- Your assignment: A faithful repeat of all the records, with no image kept, is the required answer.

- Records shown:
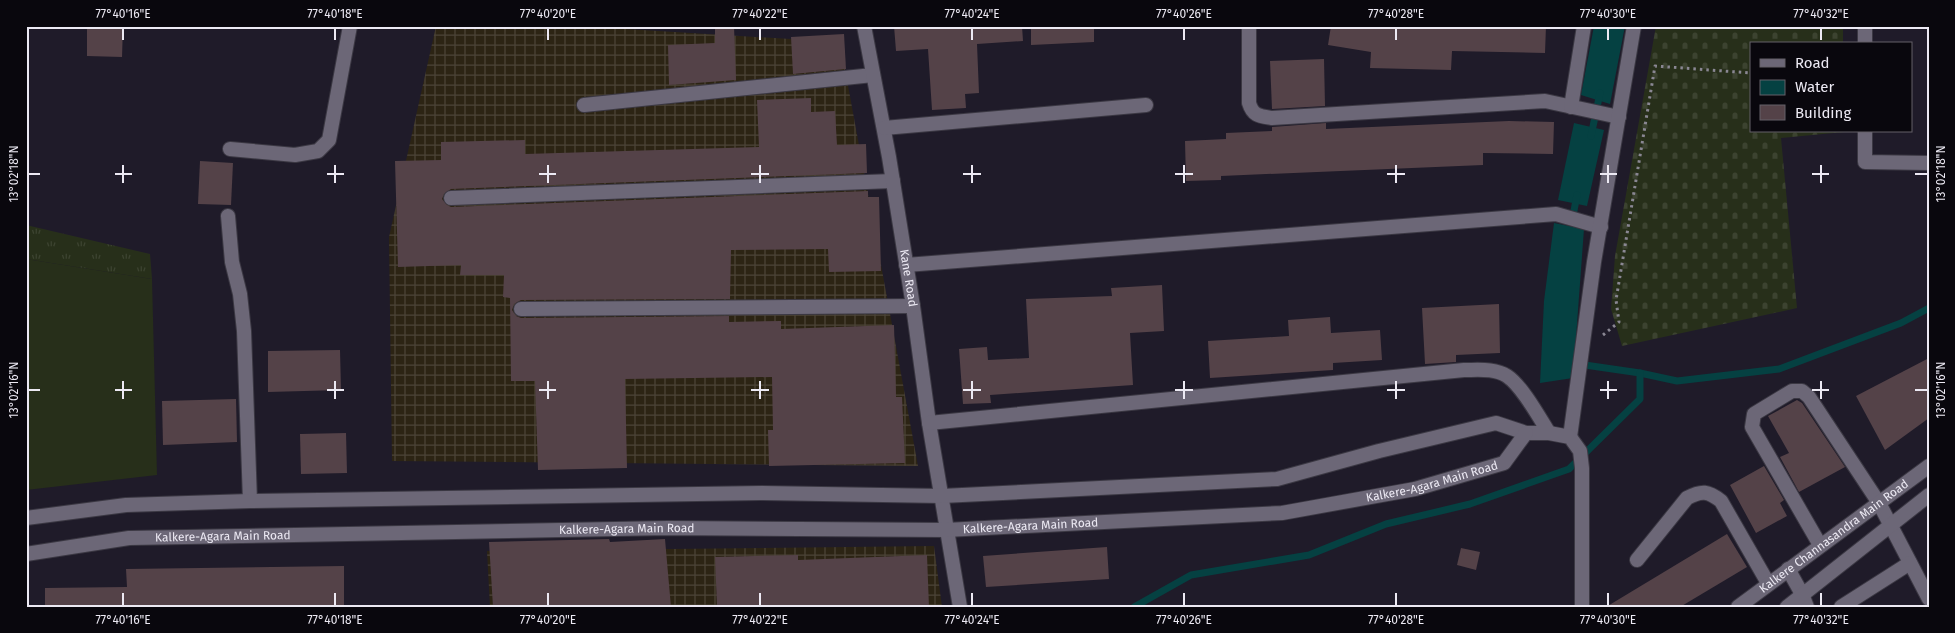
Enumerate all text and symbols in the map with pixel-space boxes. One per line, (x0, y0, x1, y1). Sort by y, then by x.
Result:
text: 77°40'16"E (95, 7, 151, 21)
text: 77°40'18"E (307, 7, 363, 21)
text: 77°40'20"E (520, 7, 576, 21)
text: 77°40'22"E (732, 7, 788, 21)
text: 77°40'24"E (944, 7, 1000, 21)
text: 77°40'26"E (1156, 7, 1212, 21)
text: 77°40'28"E (1368, 7, 1424, 21)
text: 77°40'30"E (1580, 7, 1636, 21)
text: 77°40'32"E (1793, 7, 1849, 21)
legend (1750, 42, 1912, 132)
text: Road (1795, 54, 1830, 72)
text: Water (1795, 78, 1834, 96)
text: Building (1795, 104, 1851, 122)
text: 13°02'18"N (7, 145, 21, 203)
text: 13°02'18"N (1934, 145, 1948, 203)
street label: Kane Road (897, 248, 920, 308)
text: 13°02'16"N (7, 362, 21, 418)
text: 13°02'16"N (1934, 362, 1948, 418)
street label: Kalkere-Agara Main Road (1365, 458, 1499, 505)
street label: Kalkere Channasandra Main Road (1757, 477, 1911, 596)
street label: Kalkere-Agara Main Road (962, 515, 1099, 536)
street label: Kalkere-Agara Main Road (559, 521, 695, 537)
street label: Kalkere-Agara Main Road (155, 528, 291, 545)
text: 77°40'16"E (95, 613, 151, 627)
text: 77°40'18"E (307, 613, 363, 627)
text: 77°40'20"E (520, 613, 576, 627)
text: 77°40'22"E (732, 613, 788, 627)
text: 77°40'24"E (944, 613, 1000, 627)
text: 77°40'26"E (1156, 613, 1212, 627)
text: 77°40'28"E (1368, 613, 1424, 627)
text: 77°40'30"E (1580, 613, 1636, 627)
text: 77°40'32"E (1793, 613, 1849, 627)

- Output:
Enumerate all text and symbols in the map with pixel-space boxes. One per line, (x0, y0, x1, y1). Sort by y, then by x.
Result:
text: 77°40'16"E (95, 7, 151, 21)
text: 77°40'18"E (307, 7, 363, 21)
text: 77°40'20"E (520, 7, 576, 21)
text: 77°40'22"E (732, 7, 788, 21)
text: 77°40'24"E (944, 7, 1000, 21)
text: 77°40'26"E (1156, 7, 1212, 21)
text: 77°40'28"E (1368, 7, 1424, 21)
text: 77°40'30"E (1580, 7, 1636, 21)
text: 77°40'32"E (1793, 7, 1849, 21)
legend (1750, 42, 1912, 132)
text: Road (1795, 54, 1830, 72)
text: Water (1795, 78, 1834, 96)
text: Building (1795, 104, 1851, 122)
text: 13°02'18"N (7, 145, 21, 203)
text: 13°02'18"N (1934, 145, 1948, 203)
street label: Kane Road (897, 248, 920, 308)
text: 13°02'16"N (7, 362, 21, 418)
text: 13°02'16"N (1934, 362, 1948, 418)
street label: Kalkere-Agara Main Road (1365, 458, 1499, 505)
street label: Kalkere Channasandra Main Road (1757, 477, 1911, 596)
street label: Kalkere-Agara Main Road (962, 515, 1099, 536)
street label: Kalkere-Agara Main Road (559, 521, 695, 537)
street label: Kalkere-Agara Main Road (155, 528, 291, 545)
text: 77°40'16"E (95, 613, 151, 627)
text: 77°40'18"E (307, 613, 363, 627)
text: 77°40'20"E (520, 613, 576, 627)
text: 77°40'22"E (732, 613, 788, 627)
text: 77°40'24"E (944, 613, 1000, 627)
text: 77°40'26"E (1156, 613, 1212, 627)
text: 77°40'28"E (1368, 613, 1424, 627)
text: 77°40'30"E (1580, 613, 1636, 627)
text: 77°40'32"E (1793, 613, 1849, 627)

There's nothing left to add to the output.